Former building in Adelaide, South Australia

The Jubilee Exhibition Building in Adelaide, South Australia, was built to celebrate the 50th anniversary of Queen Victoria's accession to the throne on 20 June 1837. The jubilees of her Coronation on 28 June 1838, and of the Proclamation of South Australia on 28 December 1836, were also invoked on occasion.

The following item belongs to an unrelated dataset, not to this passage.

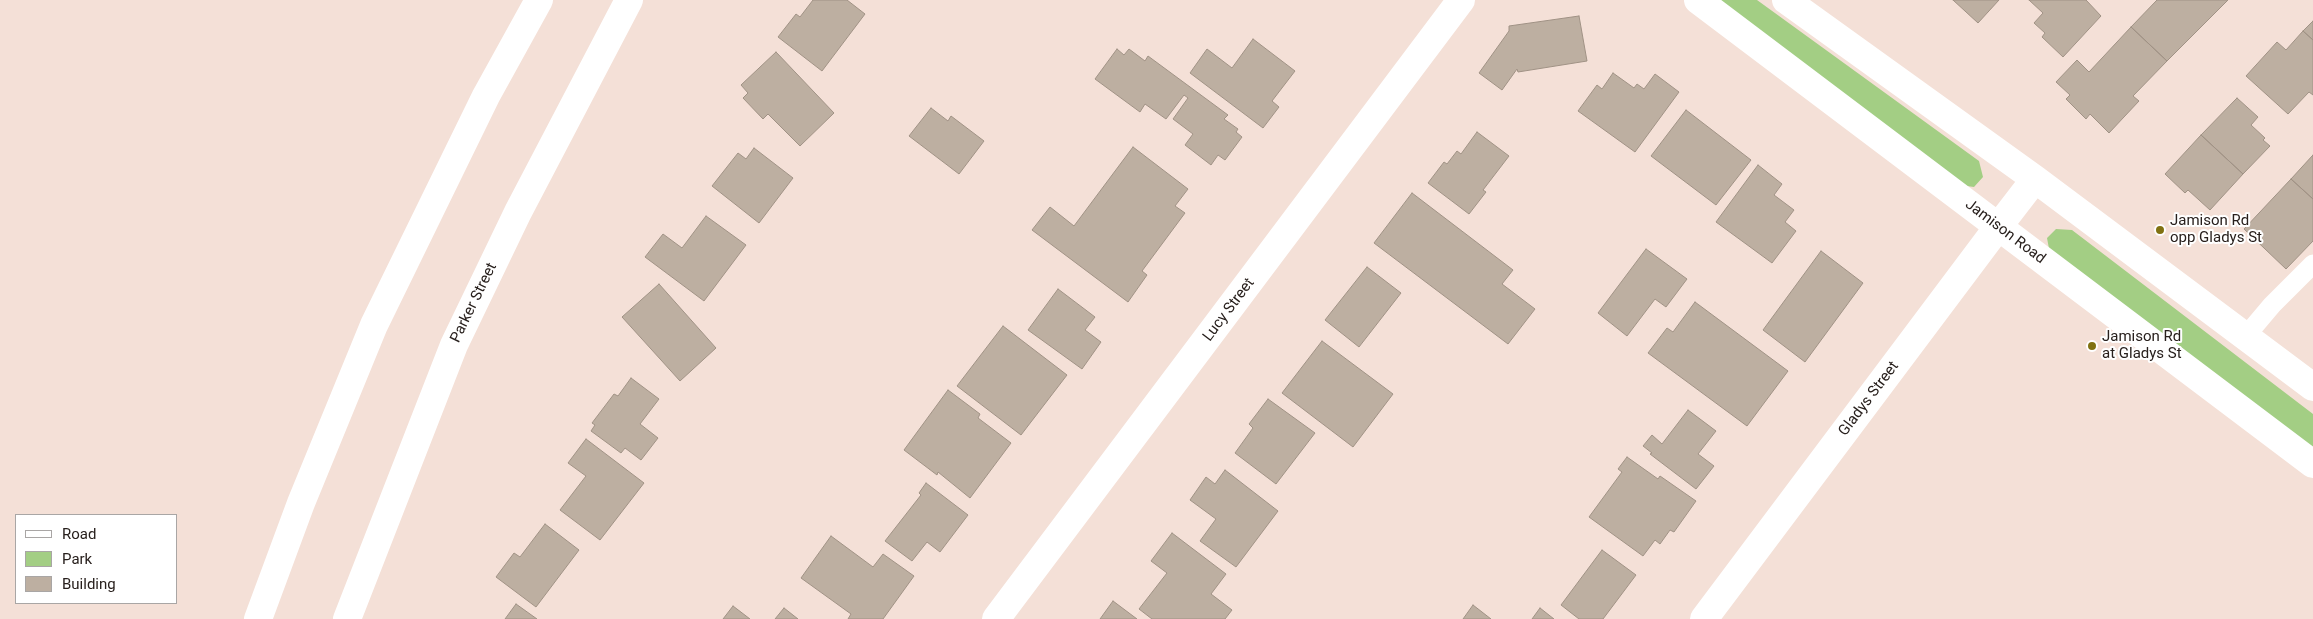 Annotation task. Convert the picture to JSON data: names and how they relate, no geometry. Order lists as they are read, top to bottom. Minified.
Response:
{"streets":{"main road":["Jamison Road","Parker Street","Lucy Street","Gladys Street"]},"crossings":[["Jamison Road","Gladys Street"]],"places":["Jamison Rd opp Gladys St","Jamison Rd at Gladys St"],"legend":["Road","Park","Building"]}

The building, increasingly referred to as the Exhibition Building, was located opposite the corner of North Terrace and Pulteney Street. on what is now the University of Adelaide's North Terrace campus, between Bonython Hall and the old School of Mines building (now University of South Australia's City East campus) on the Frome Road corner. It was opened on 20 June 1887 and was used until the mid 1920s. In 1929 the land and building were transferred to the University, and the building was demolished in 1962 to make way for the Napier building. There were two fountains in front of the building. One is now located in front of the Rundle Mall entrance to the Adelaide Arcade, the other in the Creswell Gardens.

== Planning ==
The idea of South Australia hosting an international exhibition as a patriotic gesture was promoted in the early 1880s, culminating in a Bill which was passed by Parliament in 1883. Subsequent opposition to the scheme on the grounds of the expense involved saw the Bill being repealed in 1884, and Sir Edwin T. Smith pushed for a less grandiose celebration, which resulted in the Act of 1885, and the voting of £32,000 for a permanent Exhibition Building, which after the Jubilee would become the home of the South Australian Institute.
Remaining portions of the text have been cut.